Then around 11pm I switched the server back to OLS. As you can see, disk activity steadily increased, which surprises me somewhat.
 

Attachments

Cold-Egg

Administrator
#43
It seems like your CPU is a little bit busy, so it might caused some processes like PHP to fail to process and log such an error. As you mentioned, an OOM issue happens with Apache, which also indicates the server might need an upgrade.
I can't tell why the disk usage increased while using OLS, to check it further, you can try iowait command and monitor it. Hope it helps.
 
#44
same issue here. wordpress installed on a fresh dedicated server, and lot of "possible dead lock". error log is not helping, no error on wordpress side, nothig. cpu usage is very low.
Completly unable to find root cause of those dead lock which are hanging the page response.
 
#45
It seems like your CPU is a little bit busy, so it might caused some processes like PHP to fail to process and log such an error. As you mentioned, an OOM issue happens with Apache, which also indicates the server might need an upgrade.
I can't tell why the disk usage increased while using OLS, to check it further, you can try iowait command and monitor it. Hope it helps.
My CPU usage generally looks OK to me. It's easy to blame server resources, but is adding (expensive) capacity really necessary? I'd like to see some evidence before doing that. In particular, if it's due to an attack I'd rather block the attack than spend money helping the attackers, therefore I keep a fairly close eye on server load (alarms on long page load times).
1698602183387.png
 

Cold-Egg

Administrator
#46
@philmck
That was just my opinion based on the top output screenshot shared by you, it depends on you whether to upgrade for sure. To measure if there's any attack, you might also want to monitor the network traffic.

@tonnick
Please check if there's any PHP error log, if nothing is found, and the possible dead lock keeps showing, please submit the issue to support@litespeedtech.com for a further look.
 
#47
There's nothing relevant in the PHP error logs that I can see. I've been doing some testing and it appears the "possible dead lock" message may be a bit misleading, in that it appears at times of high load and disappears at quiet times without any interaction from me. Web sites continue to run, but "like treacle". That, plus the fact that the server can run the same sites on Apache without problems, suggests that more "tuning" is needed. I will submit the issue to support as suggested, thanks.
 
#48
I have no time for now to investigate deeper. I rebuilt server using nginx even if performances are bit slower. but at least, no more dead lock.
my 2 cents feeling is that OLS is killing "long" queries, which are remaining stuck between php and mysql, which is ending in dead lock. but as no relevant logs are found, this is hard to check.
 
#49
I've just witnessed an episode of "dead lock" messages (after a couple of days of normal page loads). It's a Sunday evening, there's hardly any traffic in the logs. Network traffic is tiny (both directions). CPU usage and disk activity are normal. The problem has gone away now so I can't reproduce it.
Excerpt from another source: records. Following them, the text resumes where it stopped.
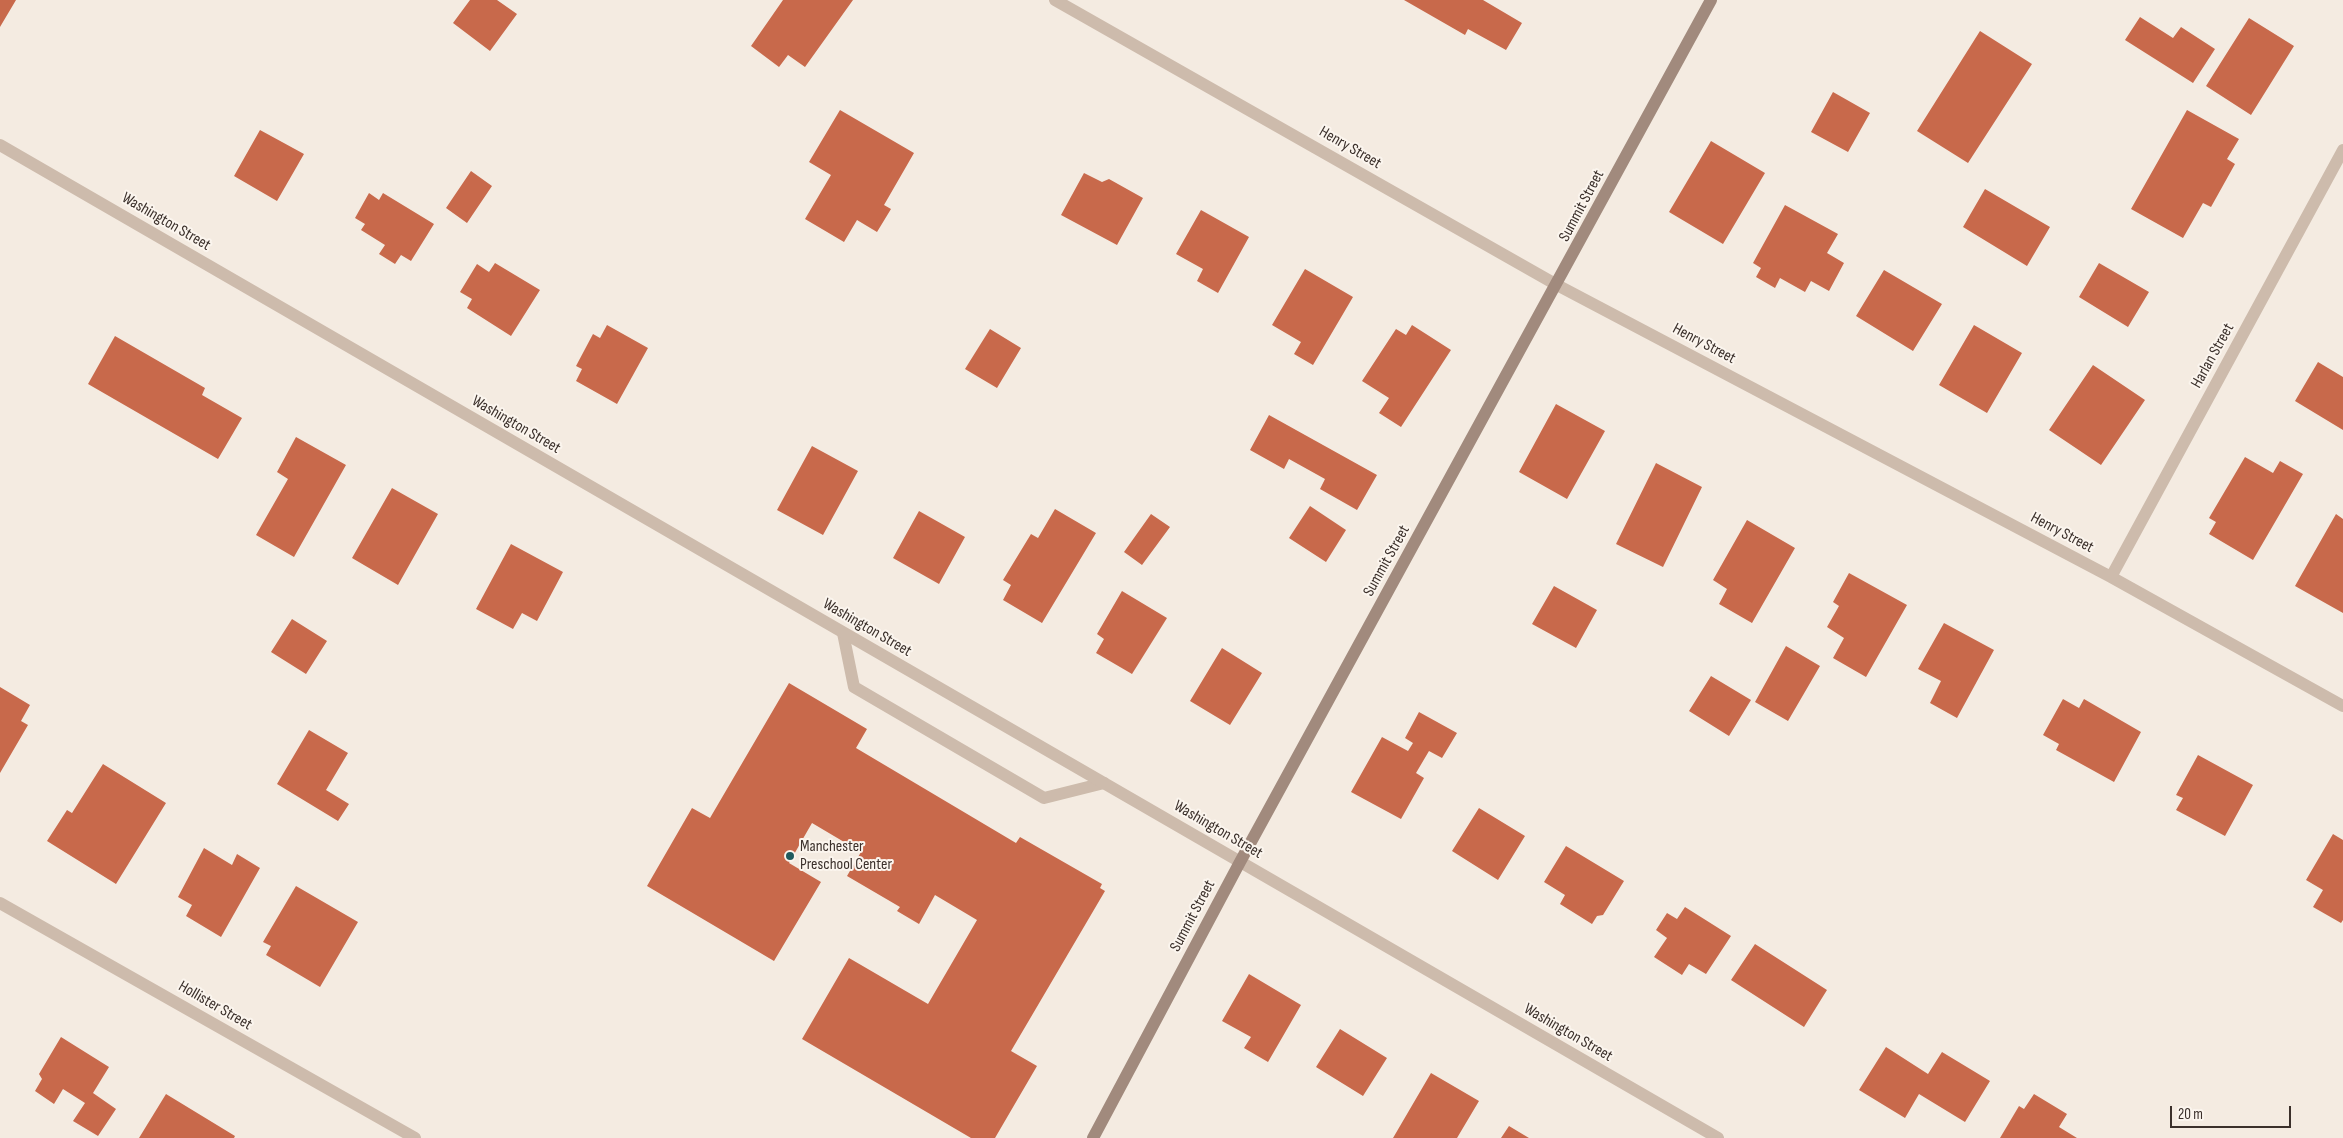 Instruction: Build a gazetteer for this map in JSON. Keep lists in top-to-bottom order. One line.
{"streets":{"street":["Henry Street","Summit Street","Washington Street","Harlan Street","Hollister Street"]},"crossings":[["Henry Street","Summit Street"],["Henry Street","Harlan Street"],["Summit Street","Washington Street"]],"places":["Manchester Preschool Center"],"scale_bar":"20 m"} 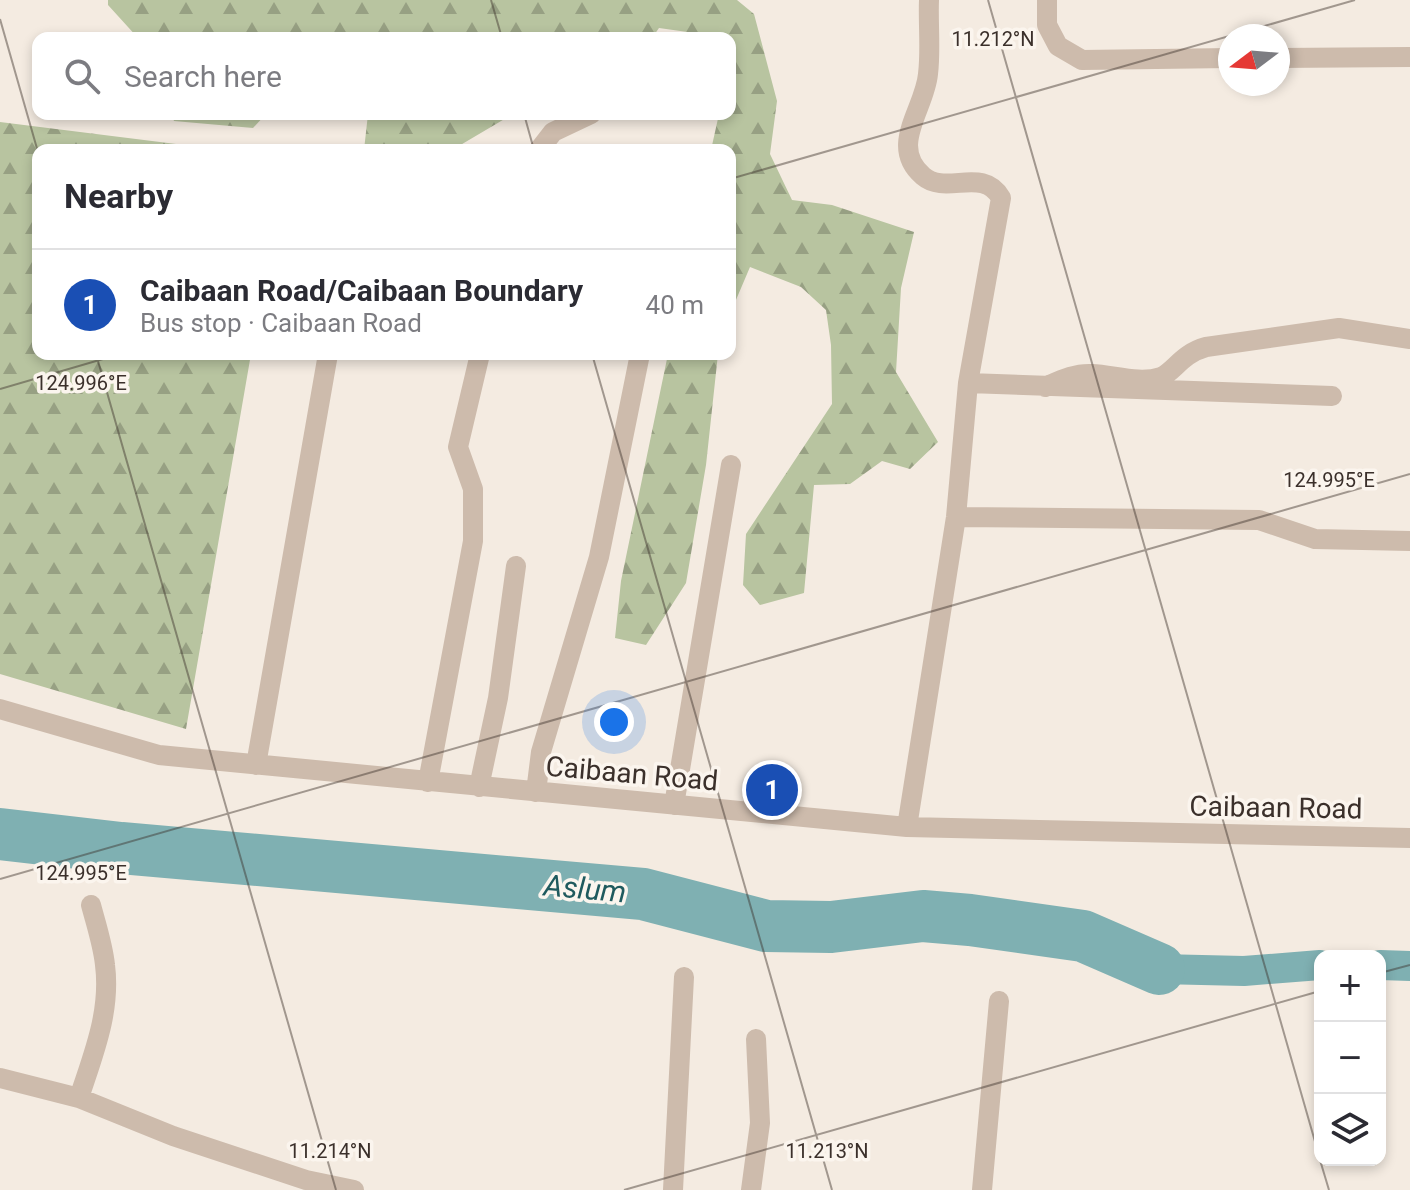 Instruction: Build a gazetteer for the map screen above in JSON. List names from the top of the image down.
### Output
{
  "streets": {
    "street": ["Caibaan Road"]
  },
  "water": ["Aslum"],
  "north": "left",
  "page": {
    "search": "Search here",
    "heading": "Nearby",
    "list": [
      {
        "mark": "1",
        "name": "Caibaan Road/Caibaan Boundary",
        "note": "Bus stop · Caibaan Road",
        "value": "40 m"
      }
    ],
    "pins": "1",
    "map_buttons": ["+", "−"]
  },
  "coordinates": [
    "11.212°N",
    "124.996°E",
    "124.995°E",
    "11.214°N",
    "11.213°N"
  ]
}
Where do I even start with this?
 
#50
I am facing the same problem with OLS 1.7.18. Already have zlib.output_compression=On, tried to raise initTimeout, maxConns and env:

Code:
maxConns                120
env                     PHP_LSAPI_CHILDREN=120
initTimeout.        6000
in /usr/local/lsws/conf/httpd-phplimits.conf but the problem keeps coming back. The server load is always less than 1, with 6 cores dedicated CPU, with 10GB RAM available in total 16GB. So, the system resources seem not to be the reason.

I wonder where I can find more possible reasons?
Thanks
 
#51
I have some news on this (in my case) that may or may not help someone.

There is a "stderr" log file at /usr/local/lsws/logs/stderr.log that I didn't know existed. It's enabled by default in Webadmin > Server Configuration > Log but not as far as I can tell accessible from anywhere (except using SSH, of course). In my case I saw several log entries along the lines of "Reached max children process limit ... please increase LSAPI_CHILDREN" that roughly correlated with the times I saw "possible dead lock" messages. I had already load-tested the server and set LSAPI_CHILDREN to a safe maximum, but I tried increasing it anyway. The result was a reduction in "possible dead lock" messages - but the server eventually crashed, apparently out of memory.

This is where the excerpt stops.